Hardiness Zone: 8a
Rae Ann from California
If you want to fertilize, use something natural, like corn gluten meal. Be aware that this will make everything grow, including weeds, so it's wise to do it when the weed population is low. It's much healthier for the lawn, does not contain blastingly large amounts of nitrogen, and so will make your lawn healthier. We let the lawn grow until it starts to look like it needs a haircut, and then set the mower height to the second to the highest setting (every mower is different). The mowings go faster, and by the end of the year, all we've done is something like 2 extra mowings. We let the clippings fall back on the lawn.
My DH was a lawn perfectionist until I made him go with me to a seminar put on by our city about conserving water via lawn care.
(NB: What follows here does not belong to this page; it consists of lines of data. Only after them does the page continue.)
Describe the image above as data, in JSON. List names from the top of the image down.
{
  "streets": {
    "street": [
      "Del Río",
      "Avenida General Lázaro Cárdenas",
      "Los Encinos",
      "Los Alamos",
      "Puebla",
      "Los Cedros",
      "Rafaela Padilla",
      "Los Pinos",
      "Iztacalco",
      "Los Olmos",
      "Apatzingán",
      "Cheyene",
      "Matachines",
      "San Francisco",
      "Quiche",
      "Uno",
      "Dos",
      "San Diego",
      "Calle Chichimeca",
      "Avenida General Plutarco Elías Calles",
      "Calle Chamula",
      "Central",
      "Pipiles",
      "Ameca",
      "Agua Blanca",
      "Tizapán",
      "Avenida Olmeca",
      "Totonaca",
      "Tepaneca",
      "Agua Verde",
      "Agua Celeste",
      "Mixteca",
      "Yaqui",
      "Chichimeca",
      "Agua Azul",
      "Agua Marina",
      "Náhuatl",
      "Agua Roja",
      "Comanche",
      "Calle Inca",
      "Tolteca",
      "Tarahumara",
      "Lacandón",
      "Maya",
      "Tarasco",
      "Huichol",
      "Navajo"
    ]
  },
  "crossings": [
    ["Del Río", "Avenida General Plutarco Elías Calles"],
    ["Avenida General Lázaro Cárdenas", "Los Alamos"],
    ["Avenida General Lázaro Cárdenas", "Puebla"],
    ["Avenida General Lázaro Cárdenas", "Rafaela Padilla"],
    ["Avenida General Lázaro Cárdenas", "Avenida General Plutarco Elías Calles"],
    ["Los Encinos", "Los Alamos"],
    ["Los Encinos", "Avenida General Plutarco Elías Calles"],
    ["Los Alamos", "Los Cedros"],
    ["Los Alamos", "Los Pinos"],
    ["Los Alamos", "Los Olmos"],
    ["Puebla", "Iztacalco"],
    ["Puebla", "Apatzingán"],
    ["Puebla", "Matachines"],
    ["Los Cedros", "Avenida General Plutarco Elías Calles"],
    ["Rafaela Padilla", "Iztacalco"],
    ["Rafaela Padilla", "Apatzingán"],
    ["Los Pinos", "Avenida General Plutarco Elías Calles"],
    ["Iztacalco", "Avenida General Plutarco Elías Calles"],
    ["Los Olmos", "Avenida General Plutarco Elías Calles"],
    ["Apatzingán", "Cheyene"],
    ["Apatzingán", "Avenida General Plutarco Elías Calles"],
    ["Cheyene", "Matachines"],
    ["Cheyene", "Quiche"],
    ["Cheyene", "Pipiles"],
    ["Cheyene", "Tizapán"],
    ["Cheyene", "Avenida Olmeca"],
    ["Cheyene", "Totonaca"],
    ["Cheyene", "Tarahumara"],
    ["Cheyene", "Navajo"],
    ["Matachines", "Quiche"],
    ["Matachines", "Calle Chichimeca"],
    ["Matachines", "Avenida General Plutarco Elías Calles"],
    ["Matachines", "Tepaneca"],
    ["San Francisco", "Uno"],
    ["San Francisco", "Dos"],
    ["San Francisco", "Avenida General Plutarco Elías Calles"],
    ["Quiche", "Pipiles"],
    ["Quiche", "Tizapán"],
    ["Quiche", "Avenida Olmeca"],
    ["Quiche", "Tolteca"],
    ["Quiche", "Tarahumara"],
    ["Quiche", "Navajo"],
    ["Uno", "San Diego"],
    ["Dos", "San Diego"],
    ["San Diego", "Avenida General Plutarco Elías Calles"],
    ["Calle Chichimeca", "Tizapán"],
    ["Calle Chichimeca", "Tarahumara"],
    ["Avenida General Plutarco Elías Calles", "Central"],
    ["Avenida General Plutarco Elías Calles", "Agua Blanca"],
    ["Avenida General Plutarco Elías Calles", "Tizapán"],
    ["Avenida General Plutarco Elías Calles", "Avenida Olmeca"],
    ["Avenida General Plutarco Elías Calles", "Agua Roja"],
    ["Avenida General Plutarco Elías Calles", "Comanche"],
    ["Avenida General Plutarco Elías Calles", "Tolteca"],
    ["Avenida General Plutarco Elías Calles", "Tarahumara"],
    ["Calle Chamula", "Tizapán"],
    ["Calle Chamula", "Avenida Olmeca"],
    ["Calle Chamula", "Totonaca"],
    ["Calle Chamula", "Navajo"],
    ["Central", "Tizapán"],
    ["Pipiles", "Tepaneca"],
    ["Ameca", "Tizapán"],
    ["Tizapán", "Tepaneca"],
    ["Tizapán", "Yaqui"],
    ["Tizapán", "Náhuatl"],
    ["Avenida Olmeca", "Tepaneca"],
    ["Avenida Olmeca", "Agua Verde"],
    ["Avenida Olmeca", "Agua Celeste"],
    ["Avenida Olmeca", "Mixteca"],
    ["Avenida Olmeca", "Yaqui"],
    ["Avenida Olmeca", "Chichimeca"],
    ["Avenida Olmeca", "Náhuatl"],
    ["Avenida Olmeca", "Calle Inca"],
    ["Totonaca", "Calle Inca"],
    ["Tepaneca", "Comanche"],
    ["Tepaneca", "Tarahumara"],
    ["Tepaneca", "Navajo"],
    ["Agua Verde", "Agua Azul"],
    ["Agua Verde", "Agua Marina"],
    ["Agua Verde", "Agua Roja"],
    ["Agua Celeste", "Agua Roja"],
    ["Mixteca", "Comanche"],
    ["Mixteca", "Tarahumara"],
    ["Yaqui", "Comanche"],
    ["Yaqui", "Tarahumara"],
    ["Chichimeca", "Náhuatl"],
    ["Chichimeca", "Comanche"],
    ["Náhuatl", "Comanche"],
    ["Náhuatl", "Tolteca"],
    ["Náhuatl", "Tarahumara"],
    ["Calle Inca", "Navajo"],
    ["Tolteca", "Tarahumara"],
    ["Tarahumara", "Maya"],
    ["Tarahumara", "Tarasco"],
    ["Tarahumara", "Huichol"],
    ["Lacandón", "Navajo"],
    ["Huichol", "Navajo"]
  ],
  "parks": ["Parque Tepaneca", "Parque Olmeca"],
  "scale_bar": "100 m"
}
By the end of the meeting, he agreed to do a "We'll try it and see." Been doing it this was for more years than I can recall. This has certainly cut back on our watering. You might also call your local plant nursery and ask if there is a low water requiring grass - buy a couple of squares, try them out and see. I was given some that had been hanging out in the back of a truck and they didn't grow - by the time I got them the grass was half dead. Am going to do it again but get fresh mats this time.
I would not put any fertilizer on the lawn as it could burn and stress the grass. I would do nothing. The grass will turn brown and look dead but it will come back when it rains again.
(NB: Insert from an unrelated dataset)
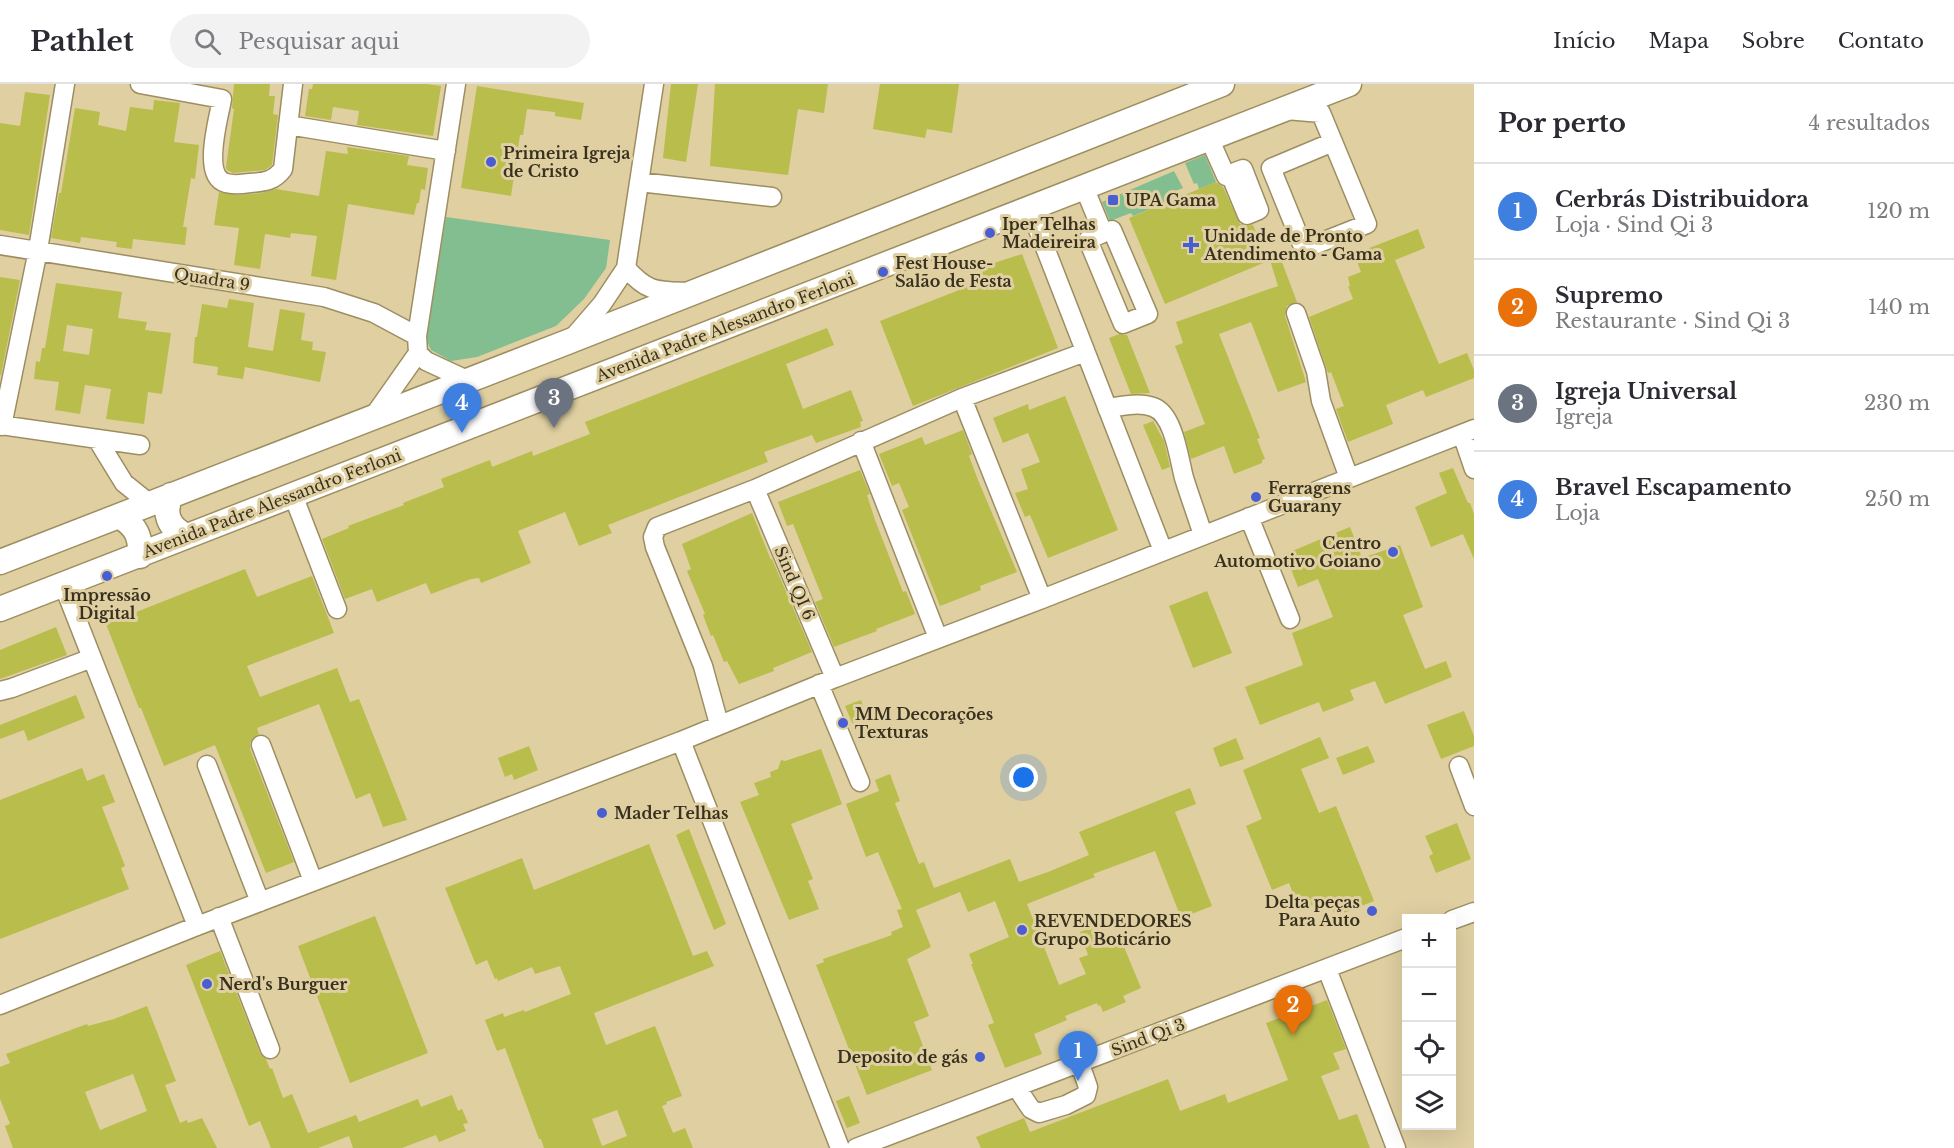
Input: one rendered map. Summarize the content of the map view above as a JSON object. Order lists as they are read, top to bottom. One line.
{"streets":{"main road":["Avenida Padre Alessandro Ferloni"],"street":["Quadra 9","Sind QI 6","Sind Qi 3"]},"places":{"other":["Primeira Igreja de Cristo","Iper Telhas Madeireira","Fest House- Salão de Festa","Ferragens Guarany","Centro Automotivo Goiano","Impressão Digital","MM Decorações Texturas","Mader Telhas","Delta peças Para Auto","REVENDEDORES Grupo Boticário","Nerd's Burguer","Deposito de gás"],"transit":["UPA Gama"],"health":["Unidade de Pronto Atendimento - Gama"]},"page":{"header":"Pathlet","search":"Pesquisar aqui","nav":["Início","Mapa","Sobre","Contato"],"heading":["Por perto","4 resultados"],"list":[{"mark":"1","name":"Cerbrás Distribuidora","note":"Loja · Sind Qi 3","value":"120 m"},{"mark":"2","name":"Supremo","note":"Restaurante · Sind Qi 3","value":"140 m"},{"mark":"3","name":"Igreja Universal","note":"Igreja","value":"230 m"},{"mark":"4","name":"Bravel Escapamento","note":"Loja","value":"250 m"}],"pins":["3","4","2","1"],"map_buttons":["+","−"]}}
This is for Louise. We had an 8 year drought in San Jose, CA (Silicon Valley). We also did a version of this to save our 28 rose bushes as well as a new lawn from the previous year. A tip for you, get an outdoor dual hose fitting and just fit one old short hose to one and the outdoor longer one to the second side. Then all you have to do is turn the little switch when doing laundry instead of changing hoses. We did this for 10 years, even after the drought. Good luck.